Given data:

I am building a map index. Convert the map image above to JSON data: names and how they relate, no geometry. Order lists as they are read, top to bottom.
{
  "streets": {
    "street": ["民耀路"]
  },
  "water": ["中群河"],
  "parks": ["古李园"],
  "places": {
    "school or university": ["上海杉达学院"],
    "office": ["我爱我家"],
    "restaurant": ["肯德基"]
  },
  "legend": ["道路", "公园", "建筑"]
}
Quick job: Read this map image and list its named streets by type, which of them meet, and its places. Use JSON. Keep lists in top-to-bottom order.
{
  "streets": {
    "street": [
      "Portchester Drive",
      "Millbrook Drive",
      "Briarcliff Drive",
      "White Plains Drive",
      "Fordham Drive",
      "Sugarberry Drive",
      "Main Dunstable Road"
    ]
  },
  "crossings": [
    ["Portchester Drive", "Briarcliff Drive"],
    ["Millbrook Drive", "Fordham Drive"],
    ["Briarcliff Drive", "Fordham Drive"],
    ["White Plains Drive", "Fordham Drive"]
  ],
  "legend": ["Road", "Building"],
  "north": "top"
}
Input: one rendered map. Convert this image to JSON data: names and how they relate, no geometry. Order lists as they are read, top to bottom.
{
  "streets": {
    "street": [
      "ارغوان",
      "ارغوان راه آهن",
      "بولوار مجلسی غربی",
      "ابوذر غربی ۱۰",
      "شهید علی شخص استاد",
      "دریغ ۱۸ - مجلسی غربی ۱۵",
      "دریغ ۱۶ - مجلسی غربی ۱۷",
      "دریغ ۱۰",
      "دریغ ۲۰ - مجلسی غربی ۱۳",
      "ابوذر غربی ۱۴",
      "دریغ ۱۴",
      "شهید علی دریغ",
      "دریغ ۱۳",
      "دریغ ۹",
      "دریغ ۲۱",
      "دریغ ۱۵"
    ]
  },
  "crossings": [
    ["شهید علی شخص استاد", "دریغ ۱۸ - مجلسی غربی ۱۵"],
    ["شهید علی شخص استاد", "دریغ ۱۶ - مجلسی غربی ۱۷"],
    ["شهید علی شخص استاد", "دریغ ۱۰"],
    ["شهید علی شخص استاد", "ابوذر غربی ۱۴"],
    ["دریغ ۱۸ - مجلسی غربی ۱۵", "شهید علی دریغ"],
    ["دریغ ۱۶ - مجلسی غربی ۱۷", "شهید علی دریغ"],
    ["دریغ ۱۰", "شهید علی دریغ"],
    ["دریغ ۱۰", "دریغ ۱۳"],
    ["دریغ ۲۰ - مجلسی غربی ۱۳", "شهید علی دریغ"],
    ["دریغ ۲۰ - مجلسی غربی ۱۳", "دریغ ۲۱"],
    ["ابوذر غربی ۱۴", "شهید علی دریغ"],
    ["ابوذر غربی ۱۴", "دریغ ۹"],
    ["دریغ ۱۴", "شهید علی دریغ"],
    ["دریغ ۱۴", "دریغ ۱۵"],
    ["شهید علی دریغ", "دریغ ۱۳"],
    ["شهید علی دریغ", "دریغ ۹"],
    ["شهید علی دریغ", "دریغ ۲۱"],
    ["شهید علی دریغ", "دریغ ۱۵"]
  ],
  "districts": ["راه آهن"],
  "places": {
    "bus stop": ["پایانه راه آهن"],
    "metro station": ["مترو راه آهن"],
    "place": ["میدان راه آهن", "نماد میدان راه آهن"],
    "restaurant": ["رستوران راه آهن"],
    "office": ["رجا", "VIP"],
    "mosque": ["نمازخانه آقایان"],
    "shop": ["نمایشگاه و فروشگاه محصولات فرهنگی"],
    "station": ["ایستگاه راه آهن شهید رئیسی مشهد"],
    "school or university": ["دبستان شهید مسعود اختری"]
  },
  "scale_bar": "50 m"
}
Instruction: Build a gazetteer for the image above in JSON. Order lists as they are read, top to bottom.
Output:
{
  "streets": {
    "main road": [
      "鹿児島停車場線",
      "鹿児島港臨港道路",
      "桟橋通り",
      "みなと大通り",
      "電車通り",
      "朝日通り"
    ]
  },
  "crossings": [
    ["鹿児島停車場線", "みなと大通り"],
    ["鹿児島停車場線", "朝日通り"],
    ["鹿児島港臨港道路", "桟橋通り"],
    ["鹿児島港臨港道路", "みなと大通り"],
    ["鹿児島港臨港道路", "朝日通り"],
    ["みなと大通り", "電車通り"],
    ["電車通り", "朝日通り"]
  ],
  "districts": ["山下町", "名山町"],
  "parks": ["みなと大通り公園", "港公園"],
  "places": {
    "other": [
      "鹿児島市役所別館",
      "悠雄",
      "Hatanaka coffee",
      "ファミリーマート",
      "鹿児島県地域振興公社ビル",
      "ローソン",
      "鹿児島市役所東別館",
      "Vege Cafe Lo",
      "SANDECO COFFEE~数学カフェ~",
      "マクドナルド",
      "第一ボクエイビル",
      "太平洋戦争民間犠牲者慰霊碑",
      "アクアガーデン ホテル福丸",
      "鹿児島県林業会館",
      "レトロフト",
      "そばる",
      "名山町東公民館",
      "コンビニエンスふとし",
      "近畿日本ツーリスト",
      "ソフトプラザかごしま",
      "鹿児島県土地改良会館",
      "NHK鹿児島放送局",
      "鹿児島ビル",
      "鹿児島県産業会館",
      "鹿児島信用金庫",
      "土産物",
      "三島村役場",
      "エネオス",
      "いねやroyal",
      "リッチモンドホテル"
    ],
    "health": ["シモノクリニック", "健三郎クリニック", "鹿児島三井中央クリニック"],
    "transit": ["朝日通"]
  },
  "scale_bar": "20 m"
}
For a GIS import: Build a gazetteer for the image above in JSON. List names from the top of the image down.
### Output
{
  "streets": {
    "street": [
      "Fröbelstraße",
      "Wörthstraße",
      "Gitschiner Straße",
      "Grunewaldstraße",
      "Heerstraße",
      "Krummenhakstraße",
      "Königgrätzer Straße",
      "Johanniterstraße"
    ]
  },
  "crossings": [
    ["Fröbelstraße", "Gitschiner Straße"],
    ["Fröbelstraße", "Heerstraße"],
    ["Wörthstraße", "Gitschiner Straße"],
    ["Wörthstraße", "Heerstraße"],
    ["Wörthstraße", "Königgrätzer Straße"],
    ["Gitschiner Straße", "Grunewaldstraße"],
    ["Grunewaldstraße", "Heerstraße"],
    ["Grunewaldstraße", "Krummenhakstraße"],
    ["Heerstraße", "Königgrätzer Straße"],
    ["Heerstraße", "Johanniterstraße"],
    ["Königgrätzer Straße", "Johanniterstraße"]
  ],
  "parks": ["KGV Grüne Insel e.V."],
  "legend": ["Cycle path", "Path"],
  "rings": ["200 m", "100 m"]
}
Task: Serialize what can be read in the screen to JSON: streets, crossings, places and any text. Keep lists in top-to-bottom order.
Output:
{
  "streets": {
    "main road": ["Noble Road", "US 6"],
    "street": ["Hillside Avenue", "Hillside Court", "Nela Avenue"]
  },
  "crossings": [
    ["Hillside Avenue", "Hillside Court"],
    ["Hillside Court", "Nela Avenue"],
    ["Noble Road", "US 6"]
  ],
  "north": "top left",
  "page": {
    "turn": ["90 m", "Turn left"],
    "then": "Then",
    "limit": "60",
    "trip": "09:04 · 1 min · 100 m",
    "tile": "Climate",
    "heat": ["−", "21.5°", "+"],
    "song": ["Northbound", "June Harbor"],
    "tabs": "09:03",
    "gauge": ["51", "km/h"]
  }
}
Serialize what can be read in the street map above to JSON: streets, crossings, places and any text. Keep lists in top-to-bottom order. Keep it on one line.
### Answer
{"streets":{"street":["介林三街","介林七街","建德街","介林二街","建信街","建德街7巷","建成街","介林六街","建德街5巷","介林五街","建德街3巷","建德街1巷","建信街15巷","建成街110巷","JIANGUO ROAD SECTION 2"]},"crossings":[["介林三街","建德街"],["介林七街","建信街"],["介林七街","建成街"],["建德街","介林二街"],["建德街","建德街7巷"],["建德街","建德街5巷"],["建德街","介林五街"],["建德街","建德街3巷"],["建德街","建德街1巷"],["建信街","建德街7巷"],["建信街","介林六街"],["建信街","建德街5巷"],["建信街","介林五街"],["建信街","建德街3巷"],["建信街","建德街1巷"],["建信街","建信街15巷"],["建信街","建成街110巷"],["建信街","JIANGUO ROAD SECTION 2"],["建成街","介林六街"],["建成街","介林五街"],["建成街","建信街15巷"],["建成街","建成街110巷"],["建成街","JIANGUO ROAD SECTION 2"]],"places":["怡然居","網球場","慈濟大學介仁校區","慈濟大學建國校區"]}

To do:
Across the whole listing above, report each line that includes "White".

Response to this exercise:
      "White Plains Drive",
    ["White Plains Drive", "Fordham Drive"]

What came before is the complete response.